When looking for work in the industry.  I want to share advice on working with recruiters and HR agents.  

Advice: Take praise from recruiters at face value

I think of a recruiter as a Hollywood agent that is trying to land you as a client.  In many cases a recruiter will artificially inflate your ego so they can represent you to a publisher.  Resist their charming accolades and focus on the offers they have.

Advice: Recruiters can give you terrific, unpublished leads...now what do you do?

Frankly, if you really want to work at company, take the lead and pursue the lead yourself.  In most cases, HR’s personal relationship with a recruiter is not as strong as their desire to save the 10-20% commission fee for your employment. 

Advice: Recruiters are your friend…until you fail.

A recruiter that finds you a job opportunity and then arranges a job opportunity is placing a bet on you.  They win if you are given an offer and you accept.  They lose if you fail the interview.  As a failed interviewee, you will want to know what happened.  You thought you aced the interview, so then why the rejection by the company.  In almost every case that I asked a recruiter to get specifics on why I was passed over, they refused to or were given boilerplate HR rejection.  It is just not in their interest to badge a company’s HR on why you were rejected.  If they push too hard on company, the company may blacklist them.   

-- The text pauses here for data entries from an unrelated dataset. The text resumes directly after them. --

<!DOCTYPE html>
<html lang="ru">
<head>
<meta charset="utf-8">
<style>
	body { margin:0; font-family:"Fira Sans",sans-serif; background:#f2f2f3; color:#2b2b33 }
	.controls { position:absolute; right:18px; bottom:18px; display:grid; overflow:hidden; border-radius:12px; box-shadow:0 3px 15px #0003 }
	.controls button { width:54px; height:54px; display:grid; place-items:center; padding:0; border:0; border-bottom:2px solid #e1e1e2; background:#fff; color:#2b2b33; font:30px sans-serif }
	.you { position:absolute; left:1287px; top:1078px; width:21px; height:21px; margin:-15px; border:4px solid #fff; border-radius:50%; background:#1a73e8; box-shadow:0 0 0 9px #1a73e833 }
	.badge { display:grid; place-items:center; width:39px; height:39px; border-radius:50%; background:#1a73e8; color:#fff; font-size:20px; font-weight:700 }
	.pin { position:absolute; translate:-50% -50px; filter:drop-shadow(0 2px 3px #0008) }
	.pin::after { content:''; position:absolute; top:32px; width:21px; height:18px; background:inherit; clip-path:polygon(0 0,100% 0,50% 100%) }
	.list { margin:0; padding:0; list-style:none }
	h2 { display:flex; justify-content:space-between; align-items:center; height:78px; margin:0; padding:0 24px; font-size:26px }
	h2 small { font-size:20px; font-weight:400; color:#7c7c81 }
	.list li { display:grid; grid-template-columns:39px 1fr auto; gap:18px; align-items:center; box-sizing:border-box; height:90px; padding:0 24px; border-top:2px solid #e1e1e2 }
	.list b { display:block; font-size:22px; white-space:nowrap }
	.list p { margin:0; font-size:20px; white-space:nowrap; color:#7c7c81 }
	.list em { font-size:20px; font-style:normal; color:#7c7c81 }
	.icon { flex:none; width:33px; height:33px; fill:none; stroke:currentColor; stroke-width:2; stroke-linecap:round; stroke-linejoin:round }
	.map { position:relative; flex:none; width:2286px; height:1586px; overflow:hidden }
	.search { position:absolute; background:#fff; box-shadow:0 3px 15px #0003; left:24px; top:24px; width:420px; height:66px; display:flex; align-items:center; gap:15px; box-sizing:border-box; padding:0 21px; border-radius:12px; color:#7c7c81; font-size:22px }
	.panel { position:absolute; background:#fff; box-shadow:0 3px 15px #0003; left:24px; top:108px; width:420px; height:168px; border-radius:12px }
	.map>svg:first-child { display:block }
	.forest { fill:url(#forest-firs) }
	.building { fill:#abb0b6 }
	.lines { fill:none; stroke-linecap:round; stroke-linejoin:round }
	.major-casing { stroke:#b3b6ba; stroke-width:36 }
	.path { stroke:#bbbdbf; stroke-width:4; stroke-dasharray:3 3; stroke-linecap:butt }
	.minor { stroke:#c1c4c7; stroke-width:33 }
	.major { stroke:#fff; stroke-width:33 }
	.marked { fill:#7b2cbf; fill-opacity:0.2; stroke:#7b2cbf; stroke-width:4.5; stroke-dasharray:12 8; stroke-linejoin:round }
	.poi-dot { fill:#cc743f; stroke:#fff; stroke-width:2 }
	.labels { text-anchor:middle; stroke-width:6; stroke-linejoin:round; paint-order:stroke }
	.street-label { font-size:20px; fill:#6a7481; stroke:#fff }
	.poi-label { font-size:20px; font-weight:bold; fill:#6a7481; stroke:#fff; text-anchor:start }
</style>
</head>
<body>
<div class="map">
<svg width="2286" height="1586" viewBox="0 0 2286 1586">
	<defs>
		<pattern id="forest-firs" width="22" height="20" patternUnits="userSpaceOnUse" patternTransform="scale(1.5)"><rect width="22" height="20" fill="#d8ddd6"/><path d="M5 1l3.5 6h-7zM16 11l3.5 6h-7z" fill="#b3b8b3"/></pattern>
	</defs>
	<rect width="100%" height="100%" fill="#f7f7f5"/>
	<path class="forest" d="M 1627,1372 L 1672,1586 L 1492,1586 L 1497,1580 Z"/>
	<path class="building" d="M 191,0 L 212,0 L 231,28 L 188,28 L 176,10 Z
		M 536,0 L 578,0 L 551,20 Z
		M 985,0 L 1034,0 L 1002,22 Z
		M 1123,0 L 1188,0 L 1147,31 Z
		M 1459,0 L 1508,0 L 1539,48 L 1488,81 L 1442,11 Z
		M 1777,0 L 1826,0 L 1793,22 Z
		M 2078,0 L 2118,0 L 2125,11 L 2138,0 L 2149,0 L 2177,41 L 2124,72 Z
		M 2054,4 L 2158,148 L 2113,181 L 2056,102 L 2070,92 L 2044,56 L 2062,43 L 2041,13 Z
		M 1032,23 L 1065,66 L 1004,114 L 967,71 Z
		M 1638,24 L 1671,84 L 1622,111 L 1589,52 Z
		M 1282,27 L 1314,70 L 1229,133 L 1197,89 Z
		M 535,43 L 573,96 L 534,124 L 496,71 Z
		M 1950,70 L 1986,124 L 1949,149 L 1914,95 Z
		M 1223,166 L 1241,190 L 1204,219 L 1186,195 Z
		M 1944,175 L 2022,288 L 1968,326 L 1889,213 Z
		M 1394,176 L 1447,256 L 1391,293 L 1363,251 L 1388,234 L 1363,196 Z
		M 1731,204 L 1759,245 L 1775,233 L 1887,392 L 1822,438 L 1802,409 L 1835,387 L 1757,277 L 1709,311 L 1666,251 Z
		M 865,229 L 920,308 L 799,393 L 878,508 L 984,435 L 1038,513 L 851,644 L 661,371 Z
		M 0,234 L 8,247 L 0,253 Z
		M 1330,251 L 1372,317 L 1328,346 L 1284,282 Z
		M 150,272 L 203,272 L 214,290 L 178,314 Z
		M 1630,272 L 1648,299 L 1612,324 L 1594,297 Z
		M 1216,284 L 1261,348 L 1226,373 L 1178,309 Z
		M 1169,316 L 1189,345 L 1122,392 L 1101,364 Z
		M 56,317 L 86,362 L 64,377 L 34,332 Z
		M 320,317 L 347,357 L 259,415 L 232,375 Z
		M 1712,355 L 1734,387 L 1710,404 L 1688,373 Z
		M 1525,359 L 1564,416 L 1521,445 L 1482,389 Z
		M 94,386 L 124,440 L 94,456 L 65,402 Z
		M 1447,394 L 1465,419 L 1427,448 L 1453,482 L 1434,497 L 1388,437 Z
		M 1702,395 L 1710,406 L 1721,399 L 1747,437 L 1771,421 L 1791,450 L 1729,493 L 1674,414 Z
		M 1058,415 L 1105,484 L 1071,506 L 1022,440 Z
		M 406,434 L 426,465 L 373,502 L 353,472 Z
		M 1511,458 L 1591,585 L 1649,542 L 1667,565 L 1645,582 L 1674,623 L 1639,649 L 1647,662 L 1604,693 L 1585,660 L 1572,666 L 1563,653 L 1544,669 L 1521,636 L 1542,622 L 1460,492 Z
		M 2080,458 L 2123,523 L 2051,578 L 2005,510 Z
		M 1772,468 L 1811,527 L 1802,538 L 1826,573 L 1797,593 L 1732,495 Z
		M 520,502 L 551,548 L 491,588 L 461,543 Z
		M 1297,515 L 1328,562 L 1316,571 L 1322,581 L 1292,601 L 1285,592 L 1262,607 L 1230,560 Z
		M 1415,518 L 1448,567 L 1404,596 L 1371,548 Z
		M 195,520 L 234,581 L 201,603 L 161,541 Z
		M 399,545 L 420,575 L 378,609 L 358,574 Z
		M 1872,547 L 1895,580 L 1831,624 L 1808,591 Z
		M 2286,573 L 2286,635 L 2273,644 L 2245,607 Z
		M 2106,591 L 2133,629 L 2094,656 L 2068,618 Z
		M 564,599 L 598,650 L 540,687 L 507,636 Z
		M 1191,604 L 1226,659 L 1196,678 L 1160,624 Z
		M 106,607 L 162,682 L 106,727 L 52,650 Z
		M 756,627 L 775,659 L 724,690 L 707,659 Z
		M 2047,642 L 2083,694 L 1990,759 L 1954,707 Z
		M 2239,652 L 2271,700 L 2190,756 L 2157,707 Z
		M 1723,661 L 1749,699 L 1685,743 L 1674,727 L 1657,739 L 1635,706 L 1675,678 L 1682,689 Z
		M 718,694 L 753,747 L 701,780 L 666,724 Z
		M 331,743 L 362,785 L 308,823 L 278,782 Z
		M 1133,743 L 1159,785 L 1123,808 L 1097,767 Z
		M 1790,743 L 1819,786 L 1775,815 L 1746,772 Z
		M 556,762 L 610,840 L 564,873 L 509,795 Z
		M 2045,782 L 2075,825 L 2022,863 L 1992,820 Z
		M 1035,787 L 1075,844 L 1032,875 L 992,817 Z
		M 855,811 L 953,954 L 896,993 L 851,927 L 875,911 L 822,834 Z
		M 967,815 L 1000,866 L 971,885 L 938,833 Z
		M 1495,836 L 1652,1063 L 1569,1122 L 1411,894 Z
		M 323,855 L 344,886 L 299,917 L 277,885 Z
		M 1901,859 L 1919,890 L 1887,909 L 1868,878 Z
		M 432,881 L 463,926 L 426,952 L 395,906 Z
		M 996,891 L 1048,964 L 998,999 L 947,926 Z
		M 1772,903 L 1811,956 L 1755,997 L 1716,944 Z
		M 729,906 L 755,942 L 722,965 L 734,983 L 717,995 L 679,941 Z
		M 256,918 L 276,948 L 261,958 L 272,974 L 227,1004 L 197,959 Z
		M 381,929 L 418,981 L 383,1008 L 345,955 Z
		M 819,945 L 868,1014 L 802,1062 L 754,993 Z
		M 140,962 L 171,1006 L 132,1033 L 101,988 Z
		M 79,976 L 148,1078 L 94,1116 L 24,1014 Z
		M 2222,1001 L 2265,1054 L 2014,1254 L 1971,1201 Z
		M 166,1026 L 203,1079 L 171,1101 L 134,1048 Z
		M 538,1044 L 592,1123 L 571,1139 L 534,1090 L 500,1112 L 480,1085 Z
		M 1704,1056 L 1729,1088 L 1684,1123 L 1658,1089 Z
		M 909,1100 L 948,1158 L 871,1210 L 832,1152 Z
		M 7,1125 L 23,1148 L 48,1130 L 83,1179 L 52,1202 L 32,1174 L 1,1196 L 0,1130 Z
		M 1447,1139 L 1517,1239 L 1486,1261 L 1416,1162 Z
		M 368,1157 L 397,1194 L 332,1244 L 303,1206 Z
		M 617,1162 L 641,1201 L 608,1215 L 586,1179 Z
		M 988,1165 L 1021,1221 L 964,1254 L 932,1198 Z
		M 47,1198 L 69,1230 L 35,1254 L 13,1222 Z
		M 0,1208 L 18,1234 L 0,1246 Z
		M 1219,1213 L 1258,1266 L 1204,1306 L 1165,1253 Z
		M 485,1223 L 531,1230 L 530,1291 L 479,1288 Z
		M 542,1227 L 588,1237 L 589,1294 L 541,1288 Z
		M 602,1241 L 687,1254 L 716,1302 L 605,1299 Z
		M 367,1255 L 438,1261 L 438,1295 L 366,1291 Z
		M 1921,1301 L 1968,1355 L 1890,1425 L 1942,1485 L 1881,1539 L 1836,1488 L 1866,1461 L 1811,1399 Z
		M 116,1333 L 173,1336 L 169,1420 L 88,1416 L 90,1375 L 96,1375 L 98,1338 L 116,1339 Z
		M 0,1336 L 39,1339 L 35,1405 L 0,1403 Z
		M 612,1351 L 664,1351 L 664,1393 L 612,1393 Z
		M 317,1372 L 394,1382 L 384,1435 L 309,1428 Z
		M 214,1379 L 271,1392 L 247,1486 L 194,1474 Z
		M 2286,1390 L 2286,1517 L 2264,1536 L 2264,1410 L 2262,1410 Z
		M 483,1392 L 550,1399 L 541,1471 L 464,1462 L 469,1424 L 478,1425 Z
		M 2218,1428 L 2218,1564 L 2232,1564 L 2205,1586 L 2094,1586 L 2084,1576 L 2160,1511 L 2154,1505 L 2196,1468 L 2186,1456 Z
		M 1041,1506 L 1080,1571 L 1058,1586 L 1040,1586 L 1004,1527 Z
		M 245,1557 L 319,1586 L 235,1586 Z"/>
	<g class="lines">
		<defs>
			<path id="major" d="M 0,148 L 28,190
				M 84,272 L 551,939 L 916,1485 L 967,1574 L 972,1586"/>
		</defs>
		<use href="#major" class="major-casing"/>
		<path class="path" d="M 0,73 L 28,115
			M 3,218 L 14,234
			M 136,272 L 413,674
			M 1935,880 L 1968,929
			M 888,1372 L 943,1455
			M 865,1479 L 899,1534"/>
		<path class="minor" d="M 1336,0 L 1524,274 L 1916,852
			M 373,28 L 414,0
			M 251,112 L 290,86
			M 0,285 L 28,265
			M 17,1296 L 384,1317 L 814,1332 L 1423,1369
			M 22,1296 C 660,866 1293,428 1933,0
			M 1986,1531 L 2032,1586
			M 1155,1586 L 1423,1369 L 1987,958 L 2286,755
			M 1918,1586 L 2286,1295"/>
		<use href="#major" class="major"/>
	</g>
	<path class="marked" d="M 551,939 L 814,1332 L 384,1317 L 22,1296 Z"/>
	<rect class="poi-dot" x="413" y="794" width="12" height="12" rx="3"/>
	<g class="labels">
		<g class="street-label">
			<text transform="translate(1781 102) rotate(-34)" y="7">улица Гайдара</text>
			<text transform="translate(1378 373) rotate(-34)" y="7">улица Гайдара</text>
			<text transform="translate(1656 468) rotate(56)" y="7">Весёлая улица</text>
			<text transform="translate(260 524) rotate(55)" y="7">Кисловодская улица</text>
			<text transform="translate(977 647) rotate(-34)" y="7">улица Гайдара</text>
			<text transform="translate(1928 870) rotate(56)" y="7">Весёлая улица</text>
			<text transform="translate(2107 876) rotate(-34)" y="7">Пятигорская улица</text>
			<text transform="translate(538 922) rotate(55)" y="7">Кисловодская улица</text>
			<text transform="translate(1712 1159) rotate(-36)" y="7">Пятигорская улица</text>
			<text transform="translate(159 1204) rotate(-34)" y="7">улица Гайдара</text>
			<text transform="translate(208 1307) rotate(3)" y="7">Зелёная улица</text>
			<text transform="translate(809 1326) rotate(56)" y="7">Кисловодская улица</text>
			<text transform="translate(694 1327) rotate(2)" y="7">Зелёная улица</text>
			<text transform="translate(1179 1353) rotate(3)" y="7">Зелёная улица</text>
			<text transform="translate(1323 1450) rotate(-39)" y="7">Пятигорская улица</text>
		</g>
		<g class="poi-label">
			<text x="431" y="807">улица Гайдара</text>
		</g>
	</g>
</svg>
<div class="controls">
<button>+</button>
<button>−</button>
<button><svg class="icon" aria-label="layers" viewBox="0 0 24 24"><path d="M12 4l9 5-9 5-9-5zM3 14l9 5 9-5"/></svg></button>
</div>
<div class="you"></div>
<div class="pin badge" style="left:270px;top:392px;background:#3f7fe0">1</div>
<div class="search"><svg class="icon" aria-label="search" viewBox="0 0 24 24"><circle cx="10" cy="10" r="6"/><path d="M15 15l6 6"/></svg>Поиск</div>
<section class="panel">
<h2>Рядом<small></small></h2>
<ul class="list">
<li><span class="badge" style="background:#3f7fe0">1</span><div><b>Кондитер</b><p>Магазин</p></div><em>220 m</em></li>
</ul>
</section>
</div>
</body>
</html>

Advice: Never, ever, argue with Recruiters/HR from a company.

This advice is mainly for a company’s recruiter or HR rep.  The two instances that I have argued with a company’s recruiting representative over a position (deal terms or interview result) have hurt my career significantly.  In one case, the recruiter yanked my job offer after I called him on his poor attitude and communication during a salary increase negotiation. 

This is a small industry people, if you make waves during the interview rounds or during negotiations, you will find yourself on the dreaded hire blacklist (which is industry-wide).  Being on this list, as I have been, will significantly reduce your interview offers.  Getting off it, takes years of rebuilding and relationship patching.  

No matter how unprofessional a recruiter or HR agent is to you…suck it down and do not complain.   

Advice: Find one or two agencies and stick with them.

Although a third party recruiter has never found me a job, I do know friends that have had great success.  These friends only use a couple agencies.  There are some terrific agencies out there (DAM, Mary Margaret) who will reward your loyalty with extended efforts to find you work.